En el montaje e instalación de la Granja ha actuado una Sociedad, por medio del Consejo de Administración. Alguno de los miembros de esta Sociedad es francés y también hay otro belga. La aportación de éstos no ha sido en capital efectivo, sino en especies: ha consistido en maquinaria y asistencia técnica.

Los congresistas visitaron ayer A. G. E. S. A para tomar nota in situ del rendimiento e interés de estas inversiones y elevar a su Banco el informe pertinente.

Según Antonio, el informe ha sido favorabilísimo.

Al telefonearme, me ha dado algunos detalles:

—Sara, esta noche tenemos una cena. Es la cena oficial de despedida a los congresistas del B. I. A. Se llevan una impresión estupenda de A. G. E. S. A.; tendrás que estar muy amable con ellos esta noche y… —noté una vacilación a través del hilo—… procurar estar muy guapa también.

—Y eso es lo más importante, ¿no? —le pregunto en un tono jocoso.

Para él, la belleza de la mujer es decisiva. Pero mi broma de hoy hubiera sido sarcasmo hace tiempo. Hubiera sido la constatación, una vez más, de nuestra incompatibilidad. Y el pie de guerra que ésta suponía. La lucha por la supremacía de los valores externos de él, o de los íntimos, o la mía.

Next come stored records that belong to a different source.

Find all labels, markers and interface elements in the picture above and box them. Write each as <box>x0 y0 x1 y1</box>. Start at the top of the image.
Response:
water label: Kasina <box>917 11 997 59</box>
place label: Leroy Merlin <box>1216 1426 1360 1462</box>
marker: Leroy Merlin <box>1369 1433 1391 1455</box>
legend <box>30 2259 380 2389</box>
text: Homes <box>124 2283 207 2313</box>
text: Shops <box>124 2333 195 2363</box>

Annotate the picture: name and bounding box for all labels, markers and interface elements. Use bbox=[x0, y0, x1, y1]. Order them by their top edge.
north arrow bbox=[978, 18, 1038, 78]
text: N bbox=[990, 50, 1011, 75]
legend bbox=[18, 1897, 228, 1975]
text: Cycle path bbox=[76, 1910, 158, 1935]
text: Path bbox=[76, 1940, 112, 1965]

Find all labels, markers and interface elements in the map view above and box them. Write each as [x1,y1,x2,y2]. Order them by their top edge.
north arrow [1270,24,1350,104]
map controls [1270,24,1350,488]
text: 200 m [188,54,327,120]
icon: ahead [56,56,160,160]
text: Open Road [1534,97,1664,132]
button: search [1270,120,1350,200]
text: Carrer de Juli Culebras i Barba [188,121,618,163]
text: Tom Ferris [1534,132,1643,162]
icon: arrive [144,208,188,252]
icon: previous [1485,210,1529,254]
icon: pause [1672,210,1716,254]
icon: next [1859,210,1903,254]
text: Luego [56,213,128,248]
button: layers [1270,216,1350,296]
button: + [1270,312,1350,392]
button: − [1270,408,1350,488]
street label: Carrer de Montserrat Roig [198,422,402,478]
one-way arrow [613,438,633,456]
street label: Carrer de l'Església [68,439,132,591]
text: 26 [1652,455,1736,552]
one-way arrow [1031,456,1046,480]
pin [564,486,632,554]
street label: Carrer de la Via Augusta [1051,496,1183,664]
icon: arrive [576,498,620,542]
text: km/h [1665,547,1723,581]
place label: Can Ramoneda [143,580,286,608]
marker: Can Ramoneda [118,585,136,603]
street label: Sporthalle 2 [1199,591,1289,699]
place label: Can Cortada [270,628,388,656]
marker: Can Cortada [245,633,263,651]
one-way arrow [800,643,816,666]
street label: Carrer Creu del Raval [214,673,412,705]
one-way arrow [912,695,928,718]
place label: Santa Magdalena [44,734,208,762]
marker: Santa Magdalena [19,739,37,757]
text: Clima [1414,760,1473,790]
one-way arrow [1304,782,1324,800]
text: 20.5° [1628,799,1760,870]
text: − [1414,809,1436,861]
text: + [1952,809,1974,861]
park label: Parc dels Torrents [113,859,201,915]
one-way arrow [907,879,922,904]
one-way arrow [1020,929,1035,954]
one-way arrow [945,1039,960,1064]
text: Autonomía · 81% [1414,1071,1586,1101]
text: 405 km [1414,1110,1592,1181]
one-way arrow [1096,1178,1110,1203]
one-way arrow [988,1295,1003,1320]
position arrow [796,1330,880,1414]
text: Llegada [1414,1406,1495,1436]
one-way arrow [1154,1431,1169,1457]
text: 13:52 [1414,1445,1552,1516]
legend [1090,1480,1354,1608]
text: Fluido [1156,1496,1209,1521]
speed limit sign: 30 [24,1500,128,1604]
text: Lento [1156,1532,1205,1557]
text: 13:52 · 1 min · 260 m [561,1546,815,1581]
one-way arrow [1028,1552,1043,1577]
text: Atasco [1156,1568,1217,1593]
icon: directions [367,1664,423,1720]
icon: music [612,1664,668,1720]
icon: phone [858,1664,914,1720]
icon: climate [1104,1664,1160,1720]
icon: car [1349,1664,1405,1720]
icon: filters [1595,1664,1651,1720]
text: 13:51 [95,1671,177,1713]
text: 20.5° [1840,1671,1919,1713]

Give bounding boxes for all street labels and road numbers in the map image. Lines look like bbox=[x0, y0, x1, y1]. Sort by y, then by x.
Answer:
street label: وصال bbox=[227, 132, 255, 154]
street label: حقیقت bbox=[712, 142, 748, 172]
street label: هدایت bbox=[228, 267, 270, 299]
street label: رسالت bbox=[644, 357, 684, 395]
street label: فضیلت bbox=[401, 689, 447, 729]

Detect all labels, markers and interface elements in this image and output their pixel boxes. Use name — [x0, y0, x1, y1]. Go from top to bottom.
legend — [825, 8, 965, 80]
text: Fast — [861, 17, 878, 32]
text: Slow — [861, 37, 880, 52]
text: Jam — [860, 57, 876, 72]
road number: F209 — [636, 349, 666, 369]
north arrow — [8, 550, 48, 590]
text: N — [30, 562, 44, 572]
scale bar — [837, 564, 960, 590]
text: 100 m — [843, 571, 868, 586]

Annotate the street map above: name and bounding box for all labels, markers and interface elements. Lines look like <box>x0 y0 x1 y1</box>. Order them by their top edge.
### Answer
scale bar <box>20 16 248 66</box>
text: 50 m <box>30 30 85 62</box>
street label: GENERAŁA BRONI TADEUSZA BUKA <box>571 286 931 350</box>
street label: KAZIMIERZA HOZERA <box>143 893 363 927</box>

—¡No! Lo más importante es que eres tú. ¡Mi mujer! —termina él espontáneamente.

—¡Gracias, Antonio!

A veces tiene Antonio cosas extrañas. No puedo darme cuenta de lo que yo represento realmente para él. Ahora que te quiero a ti, le quiero a él un poco más que antes. El amor nos agudiza los sentidos. Aunque digan que es ciego, que lleva los ojos vendados. Pero esa venda es una trama fina que a modo de estameña cierne lo superfluo y nos hace ver más perspicazmente. No sólo nos hace más perspicaces con relación al objeto amado, sino con relación a los demás. Y hasta a él, tan indiferente para mí en todos estos años, le veo más nítido y más perfilado ahora; hasta le comprendo mejor; hasta incluso, como hace un rato, en esta corta conversación telefónica, me hacen gracia sus fanfarronadas.

Hace años, al principio de mi infelicidad, me hubiera empeñado en hacer todo lo contrario de lo que me había pedido. Sí, me hubiera esforzado por estar antipática y fea. Bueno…, puede que…, fea…, no. Es muy difícil para una mujer «mujer» estar a propósito; tratar adrede de aparecer por debajo de sus posibilidades. No, no tengo el valor de María Coronel; ni, sobre todo, veo ninguna razón que me impida estar atractiva esta noche. Y encantadora también. ¿Por qué no? Tú estarás en mí; y como estarás en el fondo de mis ojos, veré tu imagen reflejada en las pupilas de otros hombres. Te veré como te vi la primera vez… que te vi.